***** Source material
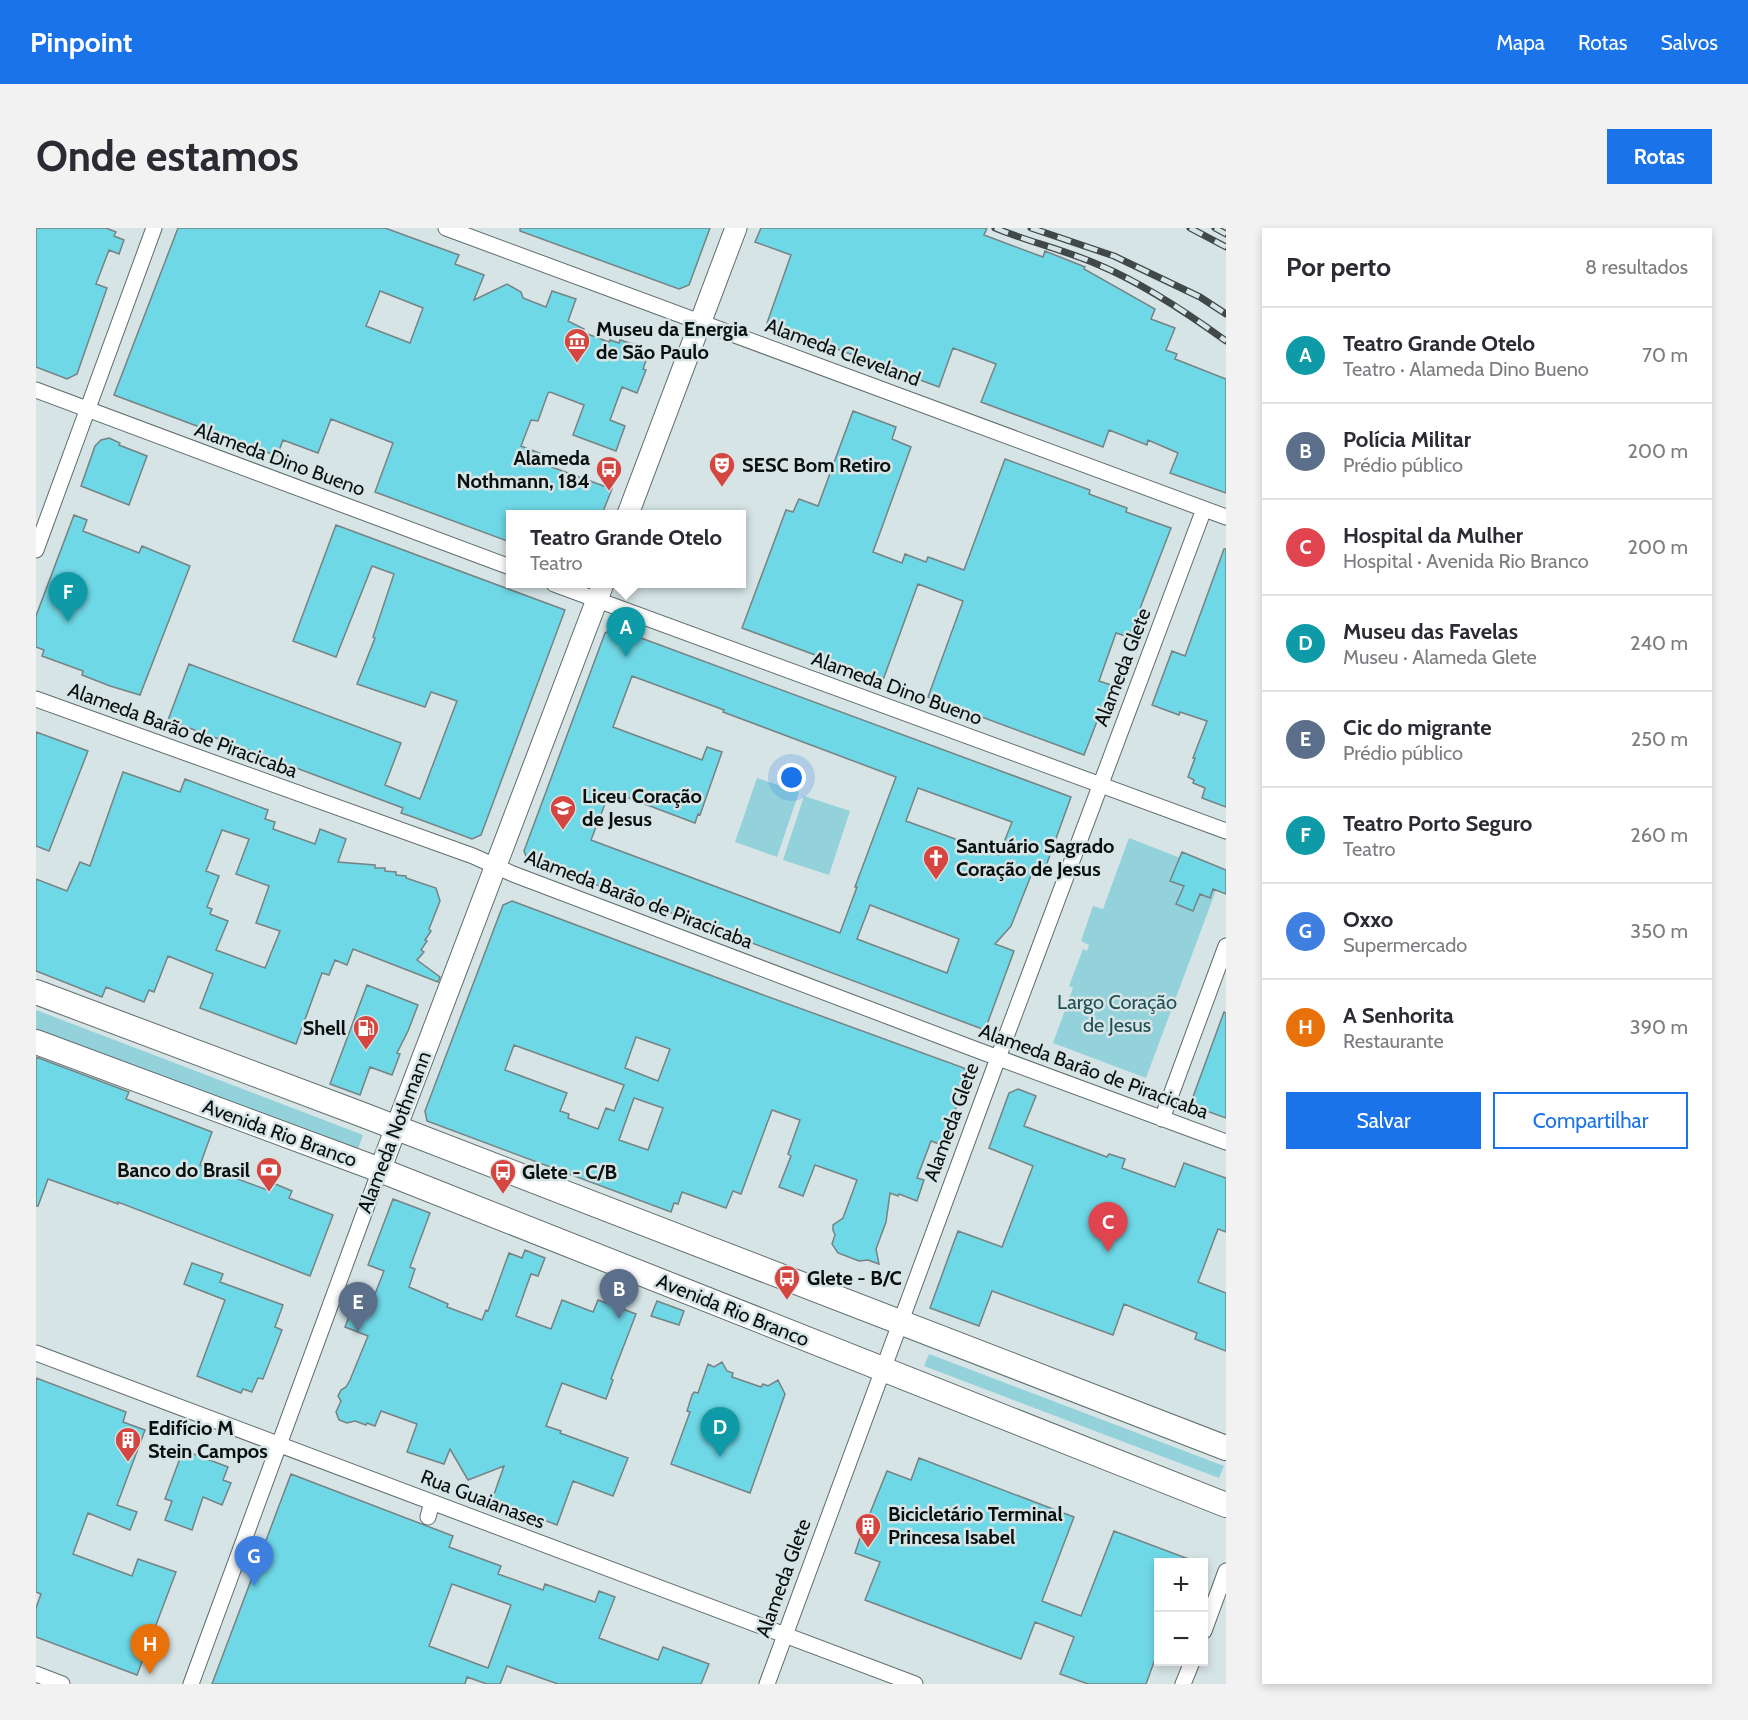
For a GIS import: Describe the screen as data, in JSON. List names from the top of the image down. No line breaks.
{"streets":{"main road":["Avenida Rio Branco"],"street":["Alameda Cleveland","Alameda Dino Bueno","Alameda Glete","Alameda Barão de Piracicaba","Alameda Nothmann","Rua Guaianases"]},"crossings":[["Alameda Cleveland","Alameda Glete"],["Alameda Dino Bueno","Alameda Glete"],["Alameda Dino Bueno","Alameda Nothmann"],["Alameda Glete","Alameda Barão de Piracicaba"],["Alameda Glete","Avenida Rio Branco"],["Alameda Glete","Rua Guaianases"],["Alameda Barão de Piracicaba","Alameda Nothmann"],["Alameda Nothmann","Avenida Rio Branco"],["Alameda Nothmann","Rua Guaianases"]],"parks":["Largo Coração de Jesus"],"places":{"museum":["Museu da Energia de São Paulo"],"theatre":["SESC Bom Retiro"],"bus stop":["Alameda Nothmann, 184","Glete - C/B","Glete - B/C"],"school or university":["Liceu Coração de Jesus"],"church":["Santuário Sagrado Coração de Jesus"],"fuel station":["Shell"],"bank":["Banco do Brasil"],"building":["Edifício M Stein Campos","Bicicletário Terminal Princesa Isabel"]},"page":{"header":"Pinpoint","nav":["Mapa","Rotas","Salvos"],"buttons":["Rotas",["Salvar","Compartilhar"]],"title":"Onde estamos","heading":["Por perto","8 resultados"],"list":[{"mark":"A","name":"Teatro Grande Otelo","note":"Teatro · Alameda Dino Bueno","value":"70 m"},{"mark":"B","name":"Polícia Militar","note":"Prédio público","value":"200 m"},{"mark":"C","name":"Hospital da Mulher","note":"Hospital · Avenida Rio Branco","value":"200 m"},{"mark":"D","name":"Museu das Favelas","note":"Museu · Alameda Glete","value":"240 m"},{"mark":"E","name":"Cic do migrante","note":"Prédio público","value":"250 m"},{"mark":"F","name":"Teatro Porto Seguro","note":"Teatro","value":"260 m"},{"mark":"G","name":"Oxxo","note":"Supermercado","value":"350 m"},{"mark":"H","name":"A Senhorita","note":"Restaurante","value":"390 m"}],"popup":["Teatro Grande Otelo","Teatro"],"pins":["F","A","C","B","E","D","G","H"],"map_buttons":["+","−"]}}
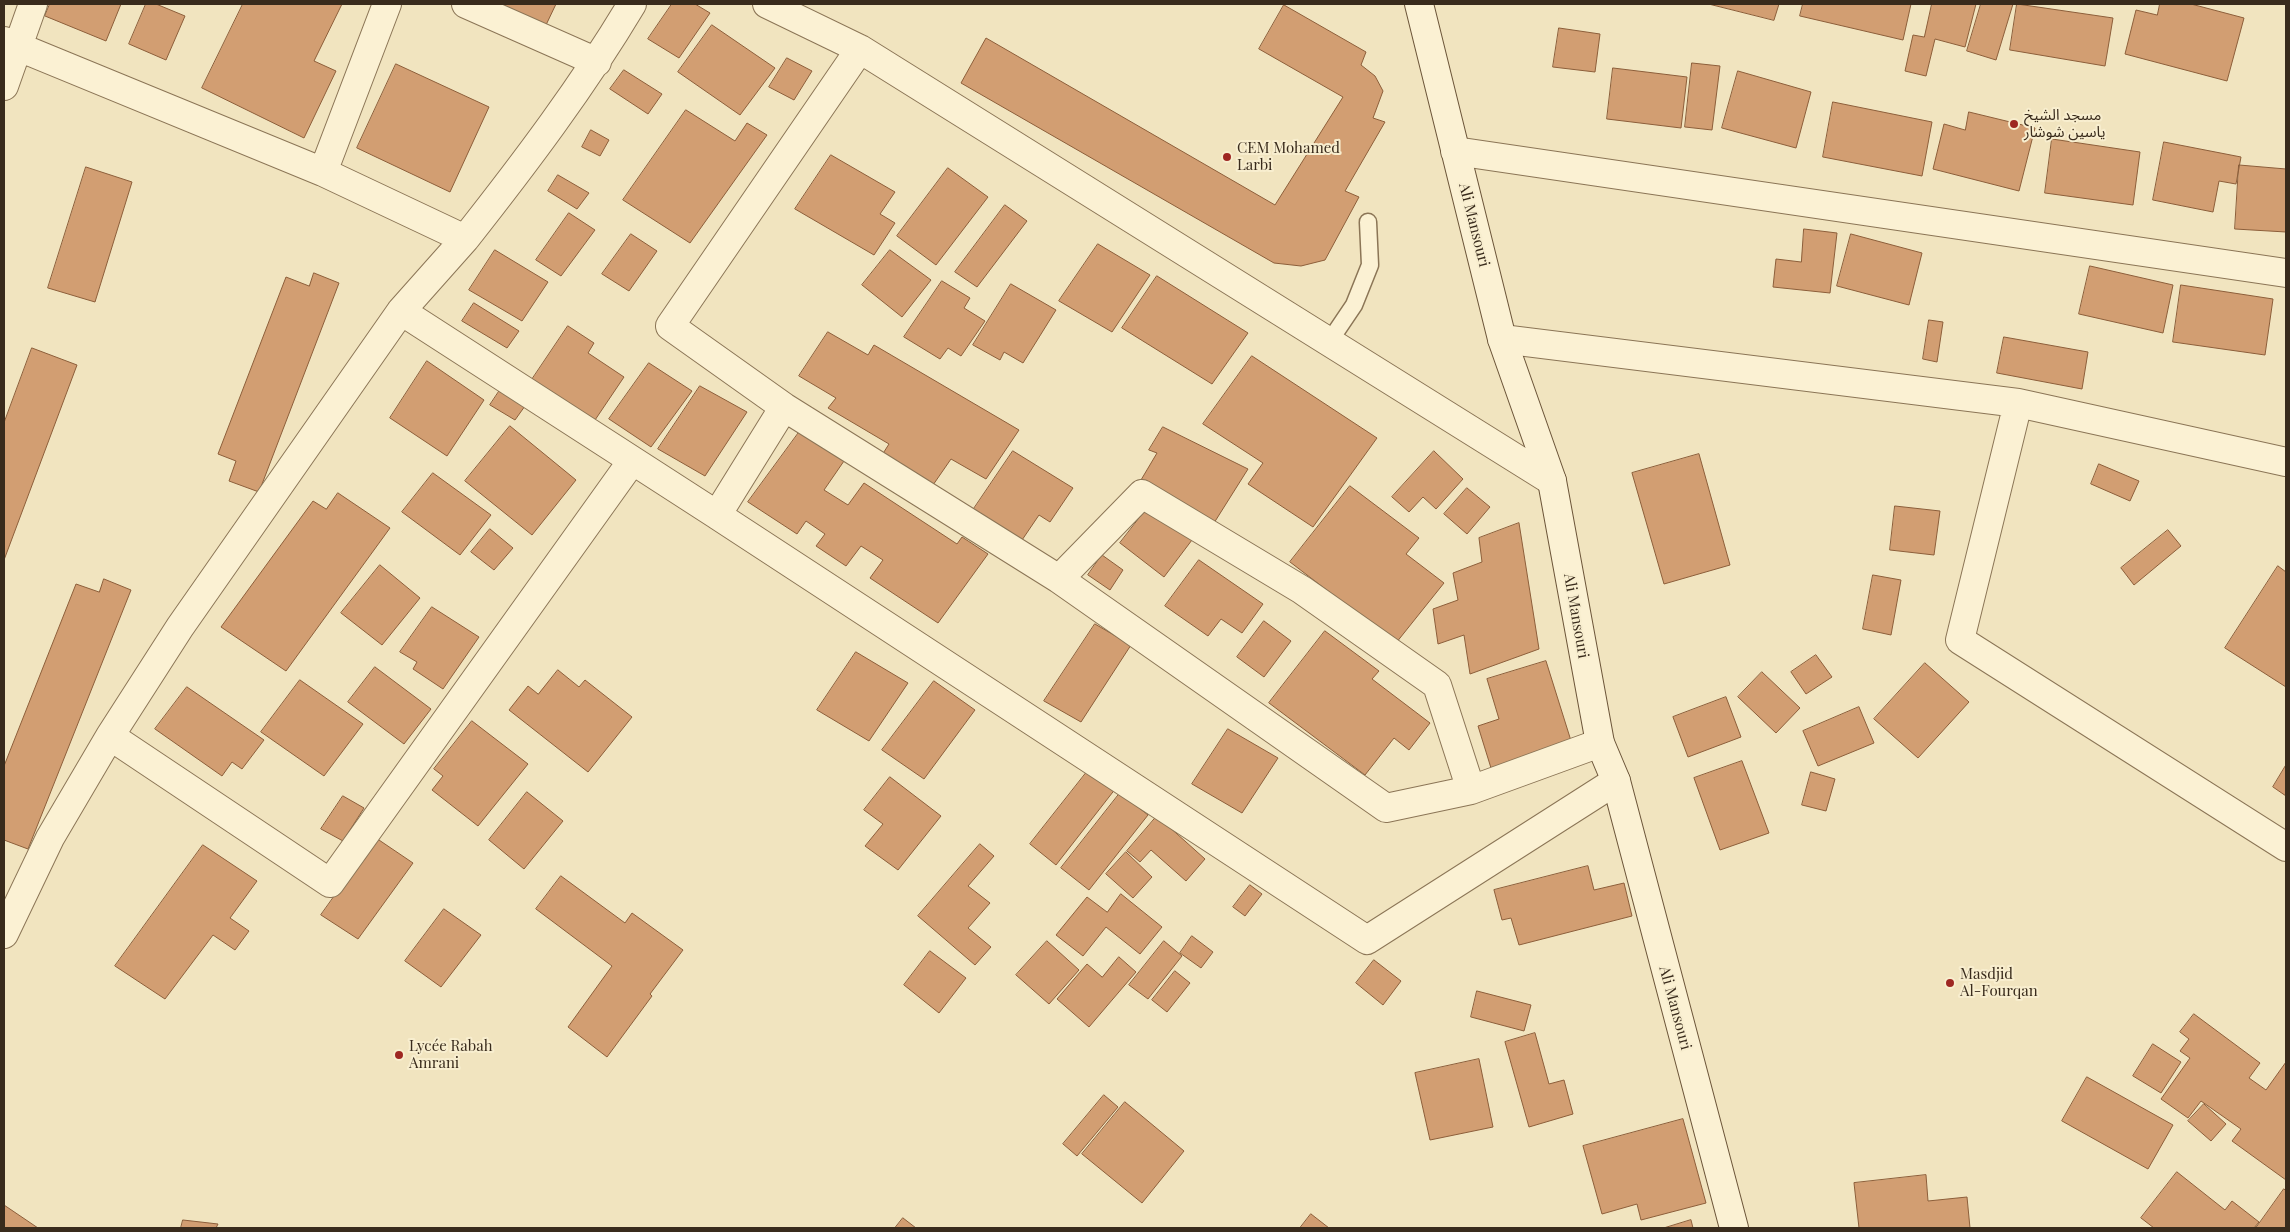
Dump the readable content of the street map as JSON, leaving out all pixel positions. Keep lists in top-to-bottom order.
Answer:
{
  "streets": {
    "street": ["Ali Mansouri"]
  },
  "places": [
    "مسجد الشيخ ياسين شوشار",
    "CEM Mohamed Larbi",
    "Masdjid Al-Fourqan",
    "Lycée Rabah Amrani"
  ]
}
**********
→ Task to complete:
With the pictures left out, output all the entries exactly.

→ Completed exercise:
For a GIS import: Describe the screen as data, in JSON. List names from the top of the image down. No line breaks.
{"streets":{"main road":["Avenida Rio Branco"],"street":["Alameda Cleveland","Alameda Dino Bueno","Alameda Glete","Alameda Barão de Piracicaba","Alameda Nothmann","Rua Guaianases"]},"crossings":[["Alameda Cleveland","Alameda Glete"],["Alameda Dino Bueno","Alameda Glete"],["Alameda Dino Bueno","Alameda Nothmann"],["Alameda Glete","Alameda Barão de Piracicaba"],["Alameda Glete","Avenida Rio Branco"],["Alameda Glete","Rua Guaianases"],["Alameda Barão de Piracicaba","Alameda Nothmann"],["Alameda Nothmann","Avenida Rio Branco"],["Alameda Nothmann","Rua Guaianases"]],"parks":["Largo Coração de Jesus"],"places":{"museum":["Museu da Energia de São Paulo"],"theatre":["SESC Bom Retiro"],"bus stop":["Alameda Nothmann, 184","Glete - C/B","Glete - B/C"],"school or university":["Liceu Coração de Jesus"],"church":["Santuário Sagrado Coração de Jesus"],"fuel station":["Shell"],"bank":["Banco do Brasil"],"building":["Edifício M Stein Campos","Bicicletário Terminal Princesa Isabel"]},"page":{"header":"Pinpoint","nav":["Mapa","Rotas","Salvos"],"buttons":["Rotas",["Salvar","Compartilhar"]],"title":"Onde estamos","heading":["Por perto","8 resultados"],"list":[{"mark":"A","name":"Teatro Grande Otelo","note":"Teatro · Alameda Dino Bueno","value":"70 m"},{"mark":"B","name":"Polícia Militar","note":"Prédio público","value":"200 m"},{"mark":"C","name":"Hospital da Mulher","note":"Hospital · Avenida Rio Branco","value":"200 m"},{"mark":"D","name":"Museu das Favelas","note":"Museu · Alameda Glete","value":"240 m"},{"mark":"E","name":"Cic do migrante","note":"Prédio público","value":"250 m"},{"mark":"F","name":"Teatro Porto Seguro","note":"Teatro","value":"260 m"},{"mark":"G","name":"Oxxo","note":"Supermercado","value":"350 m"},{"mark":"H","name":"A Senhorita","note":"Restaurante","value":"390 m"}],"popup":["Teatro Grande Otelo","Teatro"],"pins":["F","A","C","B","E","D","G","H"],"map_buttons":["+","−"]}}
Dump the readable content of the street map as JSON, leaving out all pixel positions. Keep lists in top-to-bottom order.
Answer:
{
  "streets": {
    "street": ["Ali Mansouri"]
  },
  "places": [
    "مسجد الشيخ ياسين شوشار",
    "CEM Mohamed Larbi",
    "Masdjid Al-Fourqan",
    "Lycée Rabah Amrani"
  ]
}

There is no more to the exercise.